We pedal geeks often go on about the delightful idiosyncrasies of vintage effects: “Sure, germanium fuzz pedals are inconsistent and reactive to temperature, but, man, that sound,” or “Yeah, the original Electro-Harmonix Electric Mistress Flanger was noisy as hell, but, man, that sound!” Modern effect pedals are often sturdier, more consistent, and quieter, but can lack that quirky character that makes the old ones fun and fabulous. Earthquaker Devices new Erupter fuzz brings some of sound and eccentricity that makes us love the pedals of yore.
“The Erupter is the result of over two years’ worth of tone-chasing, tweaking, and experimentation in search of the ultimate classic fuzz tone with a big low end (but not too mushy), a biting top end without being too harsh, and just enough output to politely send a tube amp over the top,” says the Earthquaker site.
It has a buffered input section, transformer-based pickup simulation, new production 5% ½ watt carbon composition resistors, metallized polyester film capacitors, Sprague and BC electrolytic capacitors, and low-gain, hand-matched New Old Stock (NOS) silicon transistors.

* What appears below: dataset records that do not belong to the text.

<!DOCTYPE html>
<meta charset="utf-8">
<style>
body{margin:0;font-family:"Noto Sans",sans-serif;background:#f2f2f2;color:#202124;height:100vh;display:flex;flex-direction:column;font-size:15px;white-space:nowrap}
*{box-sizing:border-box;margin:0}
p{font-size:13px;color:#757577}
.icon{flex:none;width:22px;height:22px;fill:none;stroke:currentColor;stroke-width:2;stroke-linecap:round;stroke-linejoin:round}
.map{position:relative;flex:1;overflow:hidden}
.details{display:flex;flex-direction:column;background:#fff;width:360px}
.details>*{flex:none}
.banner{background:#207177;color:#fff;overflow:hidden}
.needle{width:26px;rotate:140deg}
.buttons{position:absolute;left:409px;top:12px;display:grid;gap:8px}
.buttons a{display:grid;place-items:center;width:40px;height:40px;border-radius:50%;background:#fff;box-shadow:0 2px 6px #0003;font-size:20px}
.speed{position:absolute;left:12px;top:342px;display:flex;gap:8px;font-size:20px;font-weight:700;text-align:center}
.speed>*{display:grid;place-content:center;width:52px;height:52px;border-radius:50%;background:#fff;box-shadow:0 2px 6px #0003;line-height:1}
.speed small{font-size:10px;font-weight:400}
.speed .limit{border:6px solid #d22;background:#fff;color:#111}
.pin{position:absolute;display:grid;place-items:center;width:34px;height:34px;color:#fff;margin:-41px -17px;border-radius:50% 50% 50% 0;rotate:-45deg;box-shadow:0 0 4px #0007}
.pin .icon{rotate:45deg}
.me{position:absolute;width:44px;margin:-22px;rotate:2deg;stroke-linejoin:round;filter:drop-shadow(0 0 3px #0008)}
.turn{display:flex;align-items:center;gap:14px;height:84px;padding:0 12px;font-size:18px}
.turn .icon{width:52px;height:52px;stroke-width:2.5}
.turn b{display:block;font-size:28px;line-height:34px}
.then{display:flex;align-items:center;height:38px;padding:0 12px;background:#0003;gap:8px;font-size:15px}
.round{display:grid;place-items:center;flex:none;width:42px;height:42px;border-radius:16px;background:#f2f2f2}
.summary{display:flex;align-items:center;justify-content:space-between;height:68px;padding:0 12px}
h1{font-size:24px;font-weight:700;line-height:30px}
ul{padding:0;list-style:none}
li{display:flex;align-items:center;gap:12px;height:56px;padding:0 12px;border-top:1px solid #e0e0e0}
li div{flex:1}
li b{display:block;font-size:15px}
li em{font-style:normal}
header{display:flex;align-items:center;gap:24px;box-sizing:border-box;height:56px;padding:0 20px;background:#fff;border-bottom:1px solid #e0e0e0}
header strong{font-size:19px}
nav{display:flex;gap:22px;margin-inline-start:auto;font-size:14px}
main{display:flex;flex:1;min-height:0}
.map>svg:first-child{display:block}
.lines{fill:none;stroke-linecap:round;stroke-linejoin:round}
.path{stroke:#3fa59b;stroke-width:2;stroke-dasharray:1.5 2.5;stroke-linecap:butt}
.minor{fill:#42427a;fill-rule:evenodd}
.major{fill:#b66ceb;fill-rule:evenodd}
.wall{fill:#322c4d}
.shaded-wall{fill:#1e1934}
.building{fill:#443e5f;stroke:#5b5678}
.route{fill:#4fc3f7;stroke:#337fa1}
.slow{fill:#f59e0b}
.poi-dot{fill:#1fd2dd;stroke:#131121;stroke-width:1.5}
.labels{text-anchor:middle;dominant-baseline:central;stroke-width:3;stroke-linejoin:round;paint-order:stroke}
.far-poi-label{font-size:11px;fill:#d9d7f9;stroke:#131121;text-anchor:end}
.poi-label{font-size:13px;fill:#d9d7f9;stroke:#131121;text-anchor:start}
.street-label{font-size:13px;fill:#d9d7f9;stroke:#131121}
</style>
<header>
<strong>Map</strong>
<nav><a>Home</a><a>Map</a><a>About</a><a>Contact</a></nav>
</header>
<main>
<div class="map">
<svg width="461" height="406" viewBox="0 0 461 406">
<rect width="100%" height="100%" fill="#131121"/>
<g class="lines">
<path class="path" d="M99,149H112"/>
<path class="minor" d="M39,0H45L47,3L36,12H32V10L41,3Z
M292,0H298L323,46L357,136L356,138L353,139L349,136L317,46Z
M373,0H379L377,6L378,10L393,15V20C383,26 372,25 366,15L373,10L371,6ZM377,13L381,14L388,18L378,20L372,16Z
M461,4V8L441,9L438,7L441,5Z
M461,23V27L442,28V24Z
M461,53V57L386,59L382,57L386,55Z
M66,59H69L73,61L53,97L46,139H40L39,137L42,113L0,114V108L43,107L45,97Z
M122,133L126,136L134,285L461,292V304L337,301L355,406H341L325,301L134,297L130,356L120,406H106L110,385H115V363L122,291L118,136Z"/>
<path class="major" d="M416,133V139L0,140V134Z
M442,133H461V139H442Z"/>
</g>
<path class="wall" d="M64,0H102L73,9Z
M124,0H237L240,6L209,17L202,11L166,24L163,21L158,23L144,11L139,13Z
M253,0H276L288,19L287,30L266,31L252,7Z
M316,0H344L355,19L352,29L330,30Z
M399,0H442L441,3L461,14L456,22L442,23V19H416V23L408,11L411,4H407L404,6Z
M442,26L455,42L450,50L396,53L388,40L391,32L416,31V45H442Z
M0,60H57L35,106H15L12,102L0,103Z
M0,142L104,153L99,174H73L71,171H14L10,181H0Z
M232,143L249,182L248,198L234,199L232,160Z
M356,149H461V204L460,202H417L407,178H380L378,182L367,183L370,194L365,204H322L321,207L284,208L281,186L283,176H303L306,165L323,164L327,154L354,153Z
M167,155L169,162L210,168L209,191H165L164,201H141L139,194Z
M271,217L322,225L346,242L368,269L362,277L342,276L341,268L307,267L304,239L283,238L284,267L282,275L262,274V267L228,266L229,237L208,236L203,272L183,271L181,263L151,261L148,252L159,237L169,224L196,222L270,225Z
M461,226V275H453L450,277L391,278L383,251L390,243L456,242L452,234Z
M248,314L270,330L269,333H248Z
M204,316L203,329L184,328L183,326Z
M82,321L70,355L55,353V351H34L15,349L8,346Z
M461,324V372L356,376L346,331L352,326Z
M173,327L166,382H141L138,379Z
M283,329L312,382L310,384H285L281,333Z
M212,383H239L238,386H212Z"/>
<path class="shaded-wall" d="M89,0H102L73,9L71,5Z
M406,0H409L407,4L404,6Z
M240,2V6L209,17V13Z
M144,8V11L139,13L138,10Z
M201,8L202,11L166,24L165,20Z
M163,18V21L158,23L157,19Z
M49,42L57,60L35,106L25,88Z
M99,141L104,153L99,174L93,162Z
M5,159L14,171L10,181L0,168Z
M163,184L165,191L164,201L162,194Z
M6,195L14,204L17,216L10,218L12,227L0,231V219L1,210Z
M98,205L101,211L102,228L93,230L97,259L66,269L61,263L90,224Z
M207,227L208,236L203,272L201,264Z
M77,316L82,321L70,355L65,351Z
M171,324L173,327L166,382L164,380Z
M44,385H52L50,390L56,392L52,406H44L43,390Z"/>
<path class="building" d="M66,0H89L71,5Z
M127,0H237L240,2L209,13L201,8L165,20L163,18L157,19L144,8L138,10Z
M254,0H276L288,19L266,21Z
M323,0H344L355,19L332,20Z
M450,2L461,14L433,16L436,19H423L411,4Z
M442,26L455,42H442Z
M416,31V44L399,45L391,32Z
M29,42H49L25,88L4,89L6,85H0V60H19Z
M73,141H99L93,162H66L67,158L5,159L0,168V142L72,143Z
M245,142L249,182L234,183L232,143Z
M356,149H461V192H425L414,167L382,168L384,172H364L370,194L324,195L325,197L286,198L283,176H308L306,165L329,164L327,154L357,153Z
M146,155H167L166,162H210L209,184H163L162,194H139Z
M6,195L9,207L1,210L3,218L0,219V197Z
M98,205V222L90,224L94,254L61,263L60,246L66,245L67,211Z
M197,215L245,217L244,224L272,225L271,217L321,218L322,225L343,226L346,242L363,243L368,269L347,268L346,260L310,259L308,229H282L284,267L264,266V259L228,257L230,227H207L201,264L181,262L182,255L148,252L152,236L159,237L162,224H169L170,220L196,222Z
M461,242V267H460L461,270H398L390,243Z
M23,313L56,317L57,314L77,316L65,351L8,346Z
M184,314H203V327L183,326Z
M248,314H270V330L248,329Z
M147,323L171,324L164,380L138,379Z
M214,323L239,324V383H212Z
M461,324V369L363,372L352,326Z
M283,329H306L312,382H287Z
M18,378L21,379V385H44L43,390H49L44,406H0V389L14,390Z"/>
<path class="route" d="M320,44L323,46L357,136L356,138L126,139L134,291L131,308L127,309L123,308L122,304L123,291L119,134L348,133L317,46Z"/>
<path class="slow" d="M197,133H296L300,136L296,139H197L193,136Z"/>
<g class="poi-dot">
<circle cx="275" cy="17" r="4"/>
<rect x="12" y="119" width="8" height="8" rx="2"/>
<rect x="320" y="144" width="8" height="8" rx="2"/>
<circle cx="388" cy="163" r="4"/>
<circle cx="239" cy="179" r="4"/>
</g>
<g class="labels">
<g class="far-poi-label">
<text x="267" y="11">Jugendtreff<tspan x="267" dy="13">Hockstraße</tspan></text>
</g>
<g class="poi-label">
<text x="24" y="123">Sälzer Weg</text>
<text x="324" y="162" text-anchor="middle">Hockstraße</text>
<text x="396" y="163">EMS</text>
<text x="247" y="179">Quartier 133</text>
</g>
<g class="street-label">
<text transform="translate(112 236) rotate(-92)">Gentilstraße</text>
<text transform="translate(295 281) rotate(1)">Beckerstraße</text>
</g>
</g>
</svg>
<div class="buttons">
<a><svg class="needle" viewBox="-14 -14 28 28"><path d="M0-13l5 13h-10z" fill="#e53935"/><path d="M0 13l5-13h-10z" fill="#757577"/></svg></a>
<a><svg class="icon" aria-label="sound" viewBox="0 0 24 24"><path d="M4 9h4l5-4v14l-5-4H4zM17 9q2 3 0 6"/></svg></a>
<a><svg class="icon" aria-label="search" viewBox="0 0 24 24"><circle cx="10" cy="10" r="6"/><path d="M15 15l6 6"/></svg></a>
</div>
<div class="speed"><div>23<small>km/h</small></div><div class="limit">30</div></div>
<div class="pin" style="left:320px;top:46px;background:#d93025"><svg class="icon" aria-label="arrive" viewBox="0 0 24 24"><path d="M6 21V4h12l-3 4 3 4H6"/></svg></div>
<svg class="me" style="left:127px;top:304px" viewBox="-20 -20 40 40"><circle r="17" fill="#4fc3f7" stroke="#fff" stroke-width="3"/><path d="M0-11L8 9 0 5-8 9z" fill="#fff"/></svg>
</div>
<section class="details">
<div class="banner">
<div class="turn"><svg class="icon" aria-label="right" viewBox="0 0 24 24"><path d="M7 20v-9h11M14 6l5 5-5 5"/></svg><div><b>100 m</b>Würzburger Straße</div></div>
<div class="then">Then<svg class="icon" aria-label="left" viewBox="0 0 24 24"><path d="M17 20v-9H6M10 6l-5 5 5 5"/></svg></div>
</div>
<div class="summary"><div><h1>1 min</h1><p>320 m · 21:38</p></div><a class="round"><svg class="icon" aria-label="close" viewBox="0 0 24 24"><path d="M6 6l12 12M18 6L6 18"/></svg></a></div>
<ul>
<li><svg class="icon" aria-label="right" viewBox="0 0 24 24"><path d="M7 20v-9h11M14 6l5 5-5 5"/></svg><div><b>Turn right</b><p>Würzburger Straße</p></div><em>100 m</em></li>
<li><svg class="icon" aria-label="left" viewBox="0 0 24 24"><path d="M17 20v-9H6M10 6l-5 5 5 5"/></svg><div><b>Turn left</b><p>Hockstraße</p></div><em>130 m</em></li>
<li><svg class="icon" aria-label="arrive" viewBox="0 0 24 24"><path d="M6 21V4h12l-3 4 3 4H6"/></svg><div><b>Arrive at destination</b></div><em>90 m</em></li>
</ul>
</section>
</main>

The simple single knob setup allows you to bias the Erupter’s NOS silicon transistors. Turning the knob counter-clockwise lowers the “Bias” setting for everything from a slightly spongy feel to spitty gating. As the “Bias” control is increased, additional harmonics stack atop the input signal, producing a stiffer, more complex tone with a tighter response, increased output, and longer sustain. A center-detent set at noon lets you always return to the spot that the makers feel is perfectly biased for best possible fuzz tone. Your opinion may differ as to what setting is best for you, but it is a great place to start. The Erupter uses a fixed master output level and gain setting for the thickest fuzz possible and to push the full frequency range of the guitar out front when you kick it on.
Now about those quirks… For starters, the level of the engaged pedal is way louder than the bypass volume. Going straight into an amp set clean this can be, well, dramatic. You could lament the lack of a level knob, or luxuriate in the glorious fuzz sound that is now pummeling your audience. Some fuzz pedals sound thin unless they are going into a dirty amp or an engaged overdrive pedal—not the Erupter. The sound is fat, and warm with tons of bottom end. That said when I ran it into a slightly driven amp or dirt pedal, (as many players do) the compression of the amp or pedal minimized the volume jump of the Erupter, and it still sounded great.
Quirk number two is a slight electrical click when you engage or disengage the bypass. This is one of those things that will bother a bedroom player more than a gigging one. The ambient noise of most clubs will drown out the click. Also, some of my favorite recorded moments are when you hear the sound of a pedal going on.
Finally, quirk number three: hum. According to Jamie Stillman of Earthquaker, the Erupter circuit is a bit like a single coil pickup, in that if it gets too close to certain power sources it can hum. I found that with proper positioning, the signal to noise ratio was quite acceptable; better than many vintage Big muffs I have used. I mean, people, we are talking a lot of gain here.
Quirks are fun only if the virtues of the pedal outweigh them. In the case of the Erupter, they most certainly do. In addition to its massive but musical sound, the pedal is dynamic in a way few fuzzes of this girth are. [see my video]. It can be cleaned up by turning down the guitar volume knob and responds well to pick attack.
Vintage effects are expensive partly because or their rarity. One reason they are rare is that they were made cheaply and they break; working models can be hard to find. They are also valued for their character-filled tone. The Erupter contains the character and the quirks of a vintage pedal combined with a solid, reliable build and a reasonable price. You should seriously consider it as an addition to your fuzz arsenal, because Confucius says: “You can’t have too many fuzz pedals.”